Back in the early 1970's FIELD in Ohio was pretty darned good. I used to travel every weekend in and also out of Columbus, OH to a field tournament.

Lonesome Polecats was my "home course" back then, and there was also a field range up near Whitehall, but can't remember the name of it. Then there was Charlie Menoch' place...Potowatami Bowmen, Coshocton, One over in Xenia, OH, Parma up in Toledo, a couple of them in Cleveland. Now, I think they are all gone????? We also had "District 5" target tournaments two or three times a summer. shot the 900 round twice, and then shot a 900 round on the next SMALLER FITA face (the one used at 30 meters) and shot the full 900 round on that.

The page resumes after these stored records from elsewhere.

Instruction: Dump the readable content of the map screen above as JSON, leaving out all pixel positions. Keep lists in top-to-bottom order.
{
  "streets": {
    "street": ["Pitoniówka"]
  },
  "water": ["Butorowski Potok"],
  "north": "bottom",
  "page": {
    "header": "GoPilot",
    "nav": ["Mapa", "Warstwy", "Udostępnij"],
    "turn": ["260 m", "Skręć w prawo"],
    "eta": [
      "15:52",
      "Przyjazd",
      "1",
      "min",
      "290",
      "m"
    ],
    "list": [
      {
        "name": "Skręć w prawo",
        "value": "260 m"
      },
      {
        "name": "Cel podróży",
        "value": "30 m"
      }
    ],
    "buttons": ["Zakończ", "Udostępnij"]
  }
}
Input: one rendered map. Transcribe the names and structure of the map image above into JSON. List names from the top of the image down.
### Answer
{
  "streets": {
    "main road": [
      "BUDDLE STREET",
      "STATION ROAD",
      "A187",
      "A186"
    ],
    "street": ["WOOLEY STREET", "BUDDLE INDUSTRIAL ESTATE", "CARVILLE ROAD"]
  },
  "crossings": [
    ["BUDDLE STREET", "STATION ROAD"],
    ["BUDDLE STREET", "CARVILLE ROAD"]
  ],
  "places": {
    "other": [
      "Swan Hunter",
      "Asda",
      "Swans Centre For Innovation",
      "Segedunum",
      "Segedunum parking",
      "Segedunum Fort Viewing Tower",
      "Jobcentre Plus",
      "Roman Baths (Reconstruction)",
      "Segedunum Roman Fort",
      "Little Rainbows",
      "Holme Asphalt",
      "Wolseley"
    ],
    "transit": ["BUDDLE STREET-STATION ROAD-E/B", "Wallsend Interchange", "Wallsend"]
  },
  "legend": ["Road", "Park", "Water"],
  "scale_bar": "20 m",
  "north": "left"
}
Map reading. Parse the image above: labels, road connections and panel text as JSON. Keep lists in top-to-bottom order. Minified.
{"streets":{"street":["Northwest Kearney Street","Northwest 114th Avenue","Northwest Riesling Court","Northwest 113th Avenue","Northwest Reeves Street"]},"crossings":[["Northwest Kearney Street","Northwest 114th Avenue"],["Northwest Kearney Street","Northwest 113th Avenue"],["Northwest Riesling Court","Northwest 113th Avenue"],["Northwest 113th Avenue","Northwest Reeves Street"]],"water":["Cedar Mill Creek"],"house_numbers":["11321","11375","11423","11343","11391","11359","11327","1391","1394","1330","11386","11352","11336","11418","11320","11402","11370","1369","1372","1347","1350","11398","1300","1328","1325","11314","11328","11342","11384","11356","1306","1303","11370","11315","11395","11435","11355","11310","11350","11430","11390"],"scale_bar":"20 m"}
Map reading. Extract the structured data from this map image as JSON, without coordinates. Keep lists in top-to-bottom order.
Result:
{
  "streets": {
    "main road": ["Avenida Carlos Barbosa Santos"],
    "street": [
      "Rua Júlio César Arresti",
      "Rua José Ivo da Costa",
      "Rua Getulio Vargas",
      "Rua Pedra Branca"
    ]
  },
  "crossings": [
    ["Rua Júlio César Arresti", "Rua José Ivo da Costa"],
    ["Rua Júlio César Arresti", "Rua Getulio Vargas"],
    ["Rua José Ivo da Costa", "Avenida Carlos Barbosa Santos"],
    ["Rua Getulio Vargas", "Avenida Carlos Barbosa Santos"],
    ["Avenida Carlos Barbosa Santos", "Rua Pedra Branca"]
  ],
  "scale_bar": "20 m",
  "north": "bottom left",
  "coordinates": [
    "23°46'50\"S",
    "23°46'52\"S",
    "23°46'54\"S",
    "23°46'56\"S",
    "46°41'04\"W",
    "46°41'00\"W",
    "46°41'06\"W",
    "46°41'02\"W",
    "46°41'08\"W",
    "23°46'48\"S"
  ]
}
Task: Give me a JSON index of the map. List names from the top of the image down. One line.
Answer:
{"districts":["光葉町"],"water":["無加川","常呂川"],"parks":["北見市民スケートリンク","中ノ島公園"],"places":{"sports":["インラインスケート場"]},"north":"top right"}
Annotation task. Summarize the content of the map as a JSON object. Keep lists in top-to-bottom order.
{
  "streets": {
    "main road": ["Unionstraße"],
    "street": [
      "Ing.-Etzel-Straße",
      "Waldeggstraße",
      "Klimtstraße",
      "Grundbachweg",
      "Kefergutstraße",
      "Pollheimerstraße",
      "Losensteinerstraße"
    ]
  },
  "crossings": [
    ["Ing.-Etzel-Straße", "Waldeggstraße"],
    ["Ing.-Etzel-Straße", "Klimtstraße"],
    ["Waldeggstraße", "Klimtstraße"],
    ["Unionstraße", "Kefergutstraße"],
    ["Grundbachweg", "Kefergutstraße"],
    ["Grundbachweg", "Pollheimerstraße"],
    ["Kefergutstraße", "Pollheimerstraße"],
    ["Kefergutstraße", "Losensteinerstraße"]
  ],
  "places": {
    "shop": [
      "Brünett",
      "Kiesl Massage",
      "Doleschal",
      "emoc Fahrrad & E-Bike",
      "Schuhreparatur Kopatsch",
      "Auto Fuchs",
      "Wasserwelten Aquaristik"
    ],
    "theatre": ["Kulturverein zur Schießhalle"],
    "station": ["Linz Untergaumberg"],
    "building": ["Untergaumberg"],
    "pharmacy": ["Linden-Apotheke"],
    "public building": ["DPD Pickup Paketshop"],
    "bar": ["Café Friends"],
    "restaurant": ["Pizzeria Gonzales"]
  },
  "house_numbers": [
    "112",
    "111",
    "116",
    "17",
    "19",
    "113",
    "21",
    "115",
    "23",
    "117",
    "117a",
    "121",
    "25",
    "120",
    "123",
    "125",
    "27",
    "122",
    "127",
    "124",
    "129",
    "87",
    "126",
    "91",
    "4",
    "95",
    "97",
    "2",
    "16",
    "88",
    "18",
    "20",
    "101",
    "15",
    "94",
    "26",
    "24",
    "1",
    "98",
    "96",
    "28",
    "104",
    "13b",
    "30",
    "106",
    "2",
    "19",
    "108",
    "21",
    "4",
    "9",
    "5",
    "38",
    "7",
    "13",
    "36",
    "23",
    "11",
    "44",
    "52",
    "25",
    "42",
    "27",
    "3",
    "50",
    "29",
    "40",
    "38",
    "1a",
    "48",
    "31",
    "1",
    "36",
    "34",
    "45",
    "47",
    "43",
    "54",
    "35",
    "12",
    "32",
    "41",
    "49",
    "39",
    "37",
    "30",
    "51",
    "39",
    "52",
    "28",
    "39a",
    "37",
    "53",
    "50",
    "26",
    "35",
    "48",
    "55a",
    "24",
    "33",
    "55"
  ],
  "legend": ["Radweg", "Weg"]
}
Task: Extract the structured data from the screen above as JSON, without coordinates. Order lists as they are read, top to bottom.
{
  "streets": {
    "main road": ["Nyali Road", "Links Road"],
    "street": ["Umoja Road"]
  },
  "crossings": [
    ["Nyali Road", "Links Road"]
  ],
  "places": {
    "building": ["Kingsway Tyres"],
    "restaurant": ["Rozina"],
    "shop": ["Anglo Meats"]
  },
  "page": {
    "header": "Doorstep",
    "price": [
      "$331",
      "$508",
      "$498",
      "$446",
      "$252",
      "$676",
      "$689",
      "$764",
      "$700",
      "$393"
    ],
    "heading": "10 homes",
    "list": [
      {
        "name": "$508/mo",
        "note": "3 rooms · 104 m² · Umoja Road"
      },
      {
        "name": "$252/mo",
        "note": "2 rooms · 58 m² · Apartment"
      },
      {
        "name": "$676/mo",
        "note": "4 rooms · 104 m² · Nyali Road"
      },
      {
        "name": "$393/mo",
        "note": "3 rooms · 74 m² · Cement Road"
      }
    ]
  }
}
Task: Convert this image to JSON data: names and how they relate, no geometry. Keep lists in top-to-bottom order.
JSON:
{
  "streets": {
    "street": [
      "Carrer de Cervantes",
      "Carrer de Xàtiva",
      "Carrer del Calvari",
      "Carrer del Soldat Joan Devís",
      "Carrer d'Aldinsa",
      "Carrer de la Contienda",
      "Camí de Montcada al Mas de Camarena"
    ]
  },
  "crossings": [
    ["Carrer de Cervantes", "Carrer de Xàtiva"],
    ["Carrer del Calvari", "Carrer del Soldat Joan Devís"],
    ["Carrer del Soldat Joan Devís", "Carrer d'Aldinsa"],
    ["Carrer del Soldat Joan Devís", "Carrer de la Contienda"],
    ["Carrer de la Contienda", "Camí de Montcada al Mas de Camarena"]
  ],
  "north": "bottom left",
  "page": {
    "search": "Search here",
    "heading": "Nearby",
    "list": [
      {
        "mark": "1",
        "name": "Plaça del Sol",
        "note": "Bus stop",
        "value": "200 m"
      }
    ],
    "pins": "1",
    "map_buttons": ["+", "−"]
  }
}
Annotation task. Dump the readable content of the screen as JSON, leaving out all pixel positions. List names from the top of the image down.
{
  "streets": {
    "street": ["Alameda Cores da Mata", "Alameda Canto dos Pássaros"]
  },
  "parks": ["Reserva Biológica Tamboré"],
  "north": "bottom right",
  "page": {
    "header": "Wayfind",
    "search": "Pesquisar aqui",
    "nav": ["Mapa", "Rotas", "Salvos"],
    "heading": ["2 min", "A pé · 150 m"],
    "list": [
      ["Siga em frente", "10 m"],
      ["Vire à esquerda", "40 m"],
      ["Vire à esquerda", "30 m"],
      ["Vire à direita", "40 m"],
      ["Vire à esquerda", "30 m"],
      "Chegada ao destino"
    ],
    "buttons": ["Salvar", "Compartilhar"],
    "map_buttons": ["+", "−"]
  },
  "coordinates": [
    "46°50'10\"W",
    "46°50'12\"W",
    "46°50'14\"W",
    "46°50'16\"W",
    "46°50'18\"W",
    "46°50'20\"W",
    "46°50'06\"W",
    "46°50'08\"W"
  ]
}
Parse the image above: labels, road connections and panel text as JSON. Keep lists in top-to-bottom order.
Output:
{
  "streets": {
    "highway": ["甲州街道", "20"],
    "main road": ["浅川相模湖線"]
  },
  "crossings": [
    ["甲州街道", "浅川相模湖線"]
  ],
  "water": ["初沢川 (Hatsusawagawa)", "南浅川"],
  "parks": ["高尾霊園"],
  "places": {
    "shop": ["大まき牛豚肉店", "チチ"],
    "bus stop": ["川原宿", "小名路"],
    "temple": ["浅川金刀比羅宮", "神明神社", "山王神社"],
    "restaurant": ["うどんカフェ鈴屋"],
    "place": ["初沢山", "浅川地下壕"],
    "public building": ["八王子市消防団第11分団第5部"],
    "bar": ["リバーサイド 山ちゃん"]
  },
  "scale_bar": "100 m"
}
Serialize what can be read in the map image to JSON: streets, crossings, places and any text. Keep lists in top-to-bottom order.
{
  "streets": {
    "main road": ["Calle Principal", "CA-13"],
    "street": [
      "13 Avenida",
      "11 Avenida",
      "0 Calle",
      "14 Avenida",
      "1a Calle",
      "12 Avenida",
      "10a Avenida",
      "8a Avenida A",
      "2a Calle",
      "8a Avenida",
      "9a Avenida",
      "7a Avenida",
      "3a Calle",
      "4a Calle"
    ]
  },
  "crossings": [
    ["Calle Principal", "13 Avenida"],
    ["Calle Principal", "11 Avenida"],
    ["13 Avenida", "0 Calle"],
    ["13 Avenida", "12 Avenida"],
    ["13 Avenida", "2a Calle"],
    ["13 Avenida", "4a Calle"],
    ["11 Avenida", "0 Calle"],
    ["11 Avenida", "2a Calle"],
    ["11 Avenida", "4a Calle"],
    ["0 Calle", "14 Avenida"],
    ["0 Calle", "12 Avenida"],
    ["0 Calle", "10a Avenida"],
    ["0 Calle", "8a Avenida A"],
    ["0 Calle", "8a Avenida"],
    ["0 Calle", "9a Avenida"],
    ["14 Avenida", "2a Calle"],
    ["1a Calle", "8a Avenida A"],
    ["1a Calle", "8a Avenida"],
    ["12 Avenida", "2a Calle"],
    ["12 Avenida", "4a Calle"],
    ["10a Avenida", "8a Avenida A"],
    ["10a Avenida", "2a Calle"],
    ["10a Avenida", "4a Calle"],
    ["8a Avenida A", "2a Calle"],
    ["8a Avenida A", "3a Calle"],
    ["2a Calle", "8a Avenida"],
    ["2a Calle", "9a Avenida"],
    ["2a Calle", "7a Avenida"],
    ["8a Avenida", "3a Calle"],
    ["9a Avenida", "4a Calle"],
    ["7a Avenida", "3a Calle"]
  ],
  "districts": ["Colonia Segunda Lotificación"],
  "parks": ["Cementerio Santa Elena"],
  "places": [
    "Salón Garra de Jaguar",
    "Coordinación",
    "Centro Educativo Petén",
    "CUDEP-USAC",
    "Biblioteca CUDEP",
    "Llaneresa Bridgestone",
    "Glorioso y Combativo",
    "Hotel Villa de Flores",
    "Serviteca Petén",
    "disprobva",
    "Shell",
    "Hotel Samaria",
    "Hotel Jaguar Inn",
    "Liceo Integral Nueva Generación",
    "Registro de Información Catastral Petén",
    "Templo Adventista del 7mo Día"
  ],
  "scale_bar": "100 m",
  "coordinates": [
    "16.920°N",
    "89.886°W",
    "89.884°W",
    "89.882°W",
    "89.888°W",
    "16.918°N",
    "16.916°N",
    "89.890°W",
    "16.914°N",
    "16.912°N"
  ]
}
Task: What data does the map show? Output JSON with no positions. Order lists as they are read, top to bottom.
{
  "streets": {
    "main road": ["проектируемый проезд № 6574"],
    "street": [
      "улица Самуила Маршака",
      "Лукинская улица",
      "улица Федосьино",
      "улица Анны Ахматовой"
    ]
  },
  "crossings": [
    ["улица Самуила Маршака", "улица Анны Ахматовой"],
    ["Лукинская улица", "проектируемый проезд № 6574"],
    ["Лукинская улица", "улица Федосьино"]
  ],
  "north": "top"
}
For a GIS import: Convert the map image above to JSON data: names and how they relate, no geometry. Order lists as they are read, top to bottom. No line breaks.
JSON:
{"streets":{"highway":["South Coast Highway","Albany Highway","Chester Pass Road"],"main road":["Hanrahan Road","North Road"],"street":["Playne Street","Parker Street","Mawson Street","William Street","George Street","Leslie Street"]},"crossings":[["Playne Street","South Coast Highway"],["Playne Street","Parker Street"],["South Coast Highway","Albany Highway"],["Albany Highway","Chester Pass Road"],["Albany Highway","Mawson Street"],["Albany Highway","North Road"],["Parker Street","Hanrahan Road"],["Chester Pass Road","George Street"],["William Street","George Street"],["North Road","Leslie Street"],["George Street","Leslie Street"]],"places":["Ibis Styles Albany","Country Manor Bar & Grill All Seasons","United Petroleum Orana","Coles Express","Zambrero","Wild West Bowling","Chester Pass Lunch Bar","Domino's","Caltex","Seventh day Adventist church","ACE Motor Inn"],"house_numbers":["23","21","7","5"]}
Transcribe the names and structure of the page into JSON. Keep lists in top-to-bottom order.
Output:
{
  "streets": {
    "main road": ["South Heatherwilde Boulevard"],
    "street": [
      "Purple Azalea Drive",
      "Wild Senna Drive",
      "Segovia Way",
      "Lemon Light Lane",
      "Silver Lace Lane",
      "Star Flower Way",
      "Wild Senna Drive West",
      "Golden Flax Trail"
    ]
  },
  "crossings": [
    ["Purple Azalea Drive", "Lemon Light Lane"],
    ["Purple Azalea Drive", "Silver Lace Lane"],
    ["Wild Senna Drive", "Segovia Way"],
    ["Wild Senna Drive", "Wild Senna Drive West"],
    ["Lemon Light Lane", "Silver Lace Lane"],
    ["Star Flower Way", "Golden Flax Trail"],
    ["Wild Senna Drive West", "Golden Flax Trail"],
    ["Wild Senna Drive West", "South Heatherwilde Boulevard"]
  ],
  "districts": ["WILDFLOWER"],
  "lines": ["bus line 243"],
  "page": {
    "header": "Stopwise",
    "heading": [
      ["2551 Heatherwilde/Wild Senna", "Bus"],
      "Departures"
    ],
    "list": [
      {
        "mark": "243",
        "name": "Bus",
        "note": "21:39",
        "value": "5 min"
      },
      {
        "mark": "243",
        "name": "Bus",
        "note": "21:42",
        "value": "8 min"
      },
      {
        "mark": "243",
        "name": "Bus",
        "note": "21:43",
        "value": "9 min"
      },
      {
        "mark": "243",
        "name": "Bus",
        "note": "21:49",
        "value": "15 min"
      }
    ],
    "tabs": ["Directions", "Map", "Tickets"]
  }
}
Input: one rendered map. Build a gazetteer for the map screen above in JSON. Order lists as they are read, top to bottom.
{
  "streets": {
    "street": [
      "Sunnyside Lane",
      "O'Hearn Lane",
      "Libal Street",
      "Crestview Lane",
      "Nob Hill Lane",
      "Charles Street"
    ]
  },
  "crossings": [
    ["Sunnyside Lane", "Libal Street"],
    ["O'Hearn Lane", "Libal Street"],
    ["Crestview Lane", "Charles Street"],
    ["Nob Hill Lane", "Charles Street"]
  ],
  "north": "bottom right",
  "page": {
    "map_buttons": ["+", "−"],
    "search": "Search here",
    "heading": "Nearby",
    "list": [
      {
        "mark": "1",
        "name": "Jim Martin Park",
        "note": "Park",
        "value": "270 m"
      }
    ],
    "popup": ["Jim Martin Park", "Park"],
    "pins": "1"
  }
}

A guy by the name of Danny Zumbro...shot an 892 on the SMALLER face one Sunday...out of sight. That was with a SLOW bow and aluminum arrows, with a DACRON string!

field14 (Tom D.)


----------



## Brown Hornet (Aug 8, 2002)

Not even a fair fight.... Outdoor Nationals hands down. 

Vegas is only 90 arrows for the entire 3 days....that's not even one field round. Indoor Nationals....while fun it's still indoors. Dakota Classic.... nah. 3D championship....I could careless if I shot another 3D target again. Local shoot....not even worth mentioning in comparison to Nationals.


----------



## feildfool (Jul 22, 2009)

ttt


----------



## IGluIt4U (Sep 22, 2004)

Next to the Hillbilly shoot.. outdoor Nats...  :cheers:


----------



## feildfool (Jul 22, 2009)

IGluIt4U said:


> Next to the Hillbilly shoot.. outdoor Nats...  :cheers:


Hey, I resemble that remark.
:darkbeer:


----------



## CHPro (May 21, 2002)

I voted for the Marked 3D Championships, but I'd rather caveat that and say the Western Classic Trail Shoot is hands down my favorite tournament. All the feel of a field shoot, great terrain, great club, extremely well organized, awesome food prepared on site, more vendors than Outdoor Nationals, nice town with lots of other places to eat (including a Cold Stone's ice cream establishment ). 3D animals, but aiming dots, marked yardage and really neat scenes/backdrops for most of the targets. As noted, really is more like a field shoot than a 3D shoot. For those that haven't tried it, really should try to get out there at least once to see for yourself.

>>------->


----------



## Brown Hornet (Aug 8, 2002)

You know Jeff speaking of vendors....I was surprised at the # that were at Nationals last summer.....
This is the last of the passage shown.